Which lines of the records contain the word "fillStyle"? Copy each one.
---+---
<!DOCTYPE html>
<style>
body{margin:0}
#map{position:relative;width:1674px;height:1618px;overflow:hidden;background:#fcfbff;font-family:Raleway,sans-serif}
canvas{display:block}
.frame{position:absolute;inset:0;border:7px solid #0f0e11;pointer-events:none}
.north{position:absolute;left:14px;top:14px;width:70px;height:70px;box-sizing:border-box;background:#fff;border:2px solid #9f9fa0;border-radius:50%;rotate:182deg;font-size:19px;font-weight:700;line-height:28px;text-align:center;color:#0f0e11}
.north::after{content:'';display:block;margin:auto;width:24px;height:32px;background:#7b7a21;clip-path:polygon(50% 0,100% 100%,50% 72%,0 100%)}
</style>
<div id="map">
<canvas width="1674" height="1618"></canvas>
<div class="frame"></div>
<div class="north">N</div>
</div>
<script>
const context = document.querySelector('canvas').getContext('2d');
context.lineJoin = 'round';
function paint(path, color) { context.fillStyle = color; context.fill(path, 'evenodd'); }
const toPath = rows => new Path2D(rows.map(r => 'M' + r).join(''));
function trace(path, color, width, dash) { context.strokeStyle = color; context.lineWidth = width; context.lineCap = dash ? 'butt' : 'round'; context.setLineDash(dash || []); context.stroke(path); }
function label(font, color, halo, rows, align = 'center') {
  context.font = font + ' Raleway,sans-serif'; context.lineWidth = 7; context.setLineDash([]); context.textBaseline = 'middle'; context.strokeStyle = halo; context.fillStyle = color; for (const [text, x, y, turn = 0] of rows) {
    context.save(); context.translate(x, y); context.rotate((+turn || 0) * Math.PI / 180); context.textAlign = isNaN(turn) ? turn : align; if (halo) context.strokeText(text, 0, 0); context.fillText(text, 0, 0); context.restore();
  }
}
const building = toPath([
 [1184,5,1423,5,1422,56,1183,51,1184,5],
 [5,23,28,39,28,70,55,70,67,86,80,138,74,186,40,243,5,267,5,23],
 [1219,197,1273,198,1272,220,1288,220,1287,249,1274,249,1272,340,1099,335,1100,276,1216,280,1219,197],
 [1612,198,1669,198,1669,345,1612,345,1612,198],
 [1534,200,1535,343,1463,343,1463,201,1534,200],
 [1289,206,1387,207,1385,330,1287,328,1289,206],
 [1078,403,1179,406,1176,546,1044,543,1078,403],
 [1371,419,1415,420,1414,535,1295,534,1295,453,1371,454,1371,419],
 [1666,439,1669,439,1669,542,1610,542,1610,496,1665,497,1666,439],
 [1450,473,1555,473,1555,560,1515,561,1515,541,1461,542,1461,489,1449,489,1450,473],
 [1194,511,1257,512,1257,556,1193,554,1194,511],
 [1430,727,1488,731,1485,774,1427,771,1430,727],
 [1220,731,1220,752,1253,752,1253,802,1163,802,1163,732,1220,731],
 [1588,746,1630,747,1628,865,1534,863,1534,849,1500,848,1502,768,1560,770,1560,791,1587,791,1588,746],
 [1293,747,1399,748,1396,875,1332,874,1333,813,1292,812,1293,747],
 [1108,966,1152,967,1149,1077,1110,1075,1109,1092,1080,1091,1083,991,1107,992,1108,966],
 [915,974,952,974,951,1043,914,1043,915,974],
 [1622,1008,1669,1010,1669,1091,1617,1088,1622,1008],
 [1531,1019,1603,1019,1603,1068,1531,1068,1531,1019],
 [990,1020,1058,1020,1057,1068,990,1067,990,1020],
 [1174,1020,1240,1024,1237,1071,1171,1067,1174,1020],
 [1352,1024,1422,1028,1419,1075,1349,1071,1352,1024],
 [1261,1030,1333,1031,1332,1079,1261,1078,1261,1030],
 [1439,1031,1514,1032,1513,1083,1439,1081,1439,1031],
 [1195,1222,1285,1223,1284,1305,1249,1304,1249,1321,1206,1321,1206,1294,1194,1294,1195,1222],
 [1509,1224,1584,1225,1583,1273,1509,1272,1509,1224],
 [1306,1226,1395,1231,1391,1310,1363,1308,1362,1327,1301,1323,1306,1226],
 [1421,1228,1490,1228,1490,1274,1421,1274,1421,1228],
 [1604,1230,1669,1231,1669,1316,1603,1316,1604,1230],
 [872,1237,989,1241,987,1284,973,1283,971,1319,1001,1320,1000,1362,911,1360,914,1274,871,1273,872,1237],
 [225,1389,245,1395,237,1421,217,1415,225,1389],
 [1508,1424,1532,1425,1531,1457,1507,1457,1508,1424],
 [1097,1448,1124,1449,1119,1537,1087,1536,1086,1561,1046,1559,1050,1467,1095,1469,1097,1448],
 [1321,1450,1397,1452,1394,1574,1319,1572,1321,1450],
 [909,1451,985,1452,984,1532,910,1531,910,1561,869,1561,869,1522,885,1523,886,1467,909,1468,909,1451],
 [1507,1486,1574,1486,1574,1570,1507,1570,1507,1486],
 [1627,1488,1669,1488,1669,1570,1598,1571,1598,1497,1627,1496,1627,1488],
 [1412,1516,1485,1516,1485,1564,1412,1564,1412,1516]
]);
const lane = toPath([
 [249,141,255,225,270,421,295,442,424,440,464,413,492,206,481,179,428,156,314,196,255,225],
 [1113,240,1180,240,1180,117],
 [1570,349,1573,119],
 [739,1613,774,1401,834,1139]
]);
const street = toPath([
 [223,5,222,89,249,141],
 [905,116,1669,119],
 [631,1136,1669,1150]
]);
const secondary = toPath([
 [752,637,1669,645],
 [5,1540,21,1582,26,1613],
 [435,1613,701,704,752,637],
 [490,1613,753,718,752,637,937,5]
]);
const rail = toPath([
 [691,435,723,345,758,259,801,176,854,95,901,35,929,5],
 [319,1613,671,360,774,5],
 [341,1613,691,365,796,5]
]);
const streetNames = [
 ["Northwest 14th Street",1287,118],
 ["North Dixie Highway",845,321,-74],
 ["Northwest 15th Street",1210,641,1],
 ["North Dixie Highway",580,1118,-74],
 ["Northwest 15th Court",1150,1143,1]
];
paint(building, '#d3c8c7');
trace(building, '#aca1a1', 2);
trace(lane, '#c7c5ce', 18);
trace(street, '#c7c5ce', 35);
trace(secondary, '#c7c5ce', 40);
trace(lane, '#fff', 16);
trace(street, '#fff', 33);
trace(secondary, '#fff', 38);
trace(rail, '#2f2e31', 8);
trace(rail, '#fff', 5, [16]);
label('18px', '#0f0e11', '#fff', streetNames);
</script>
---+---
Answer section:
function paint(path, color) { context.fillStyle = color; context.fill(path, 'evenodd'); }
  context.font = font + ' Raleway,sans-serif'; context.lineWidth = 7; context.setLineDash([]); context.textBaseline = 'middle'; context.strokeStyle = halo; context.fillStyle = color; for (const [text, x, y, turn = 0] of rows) {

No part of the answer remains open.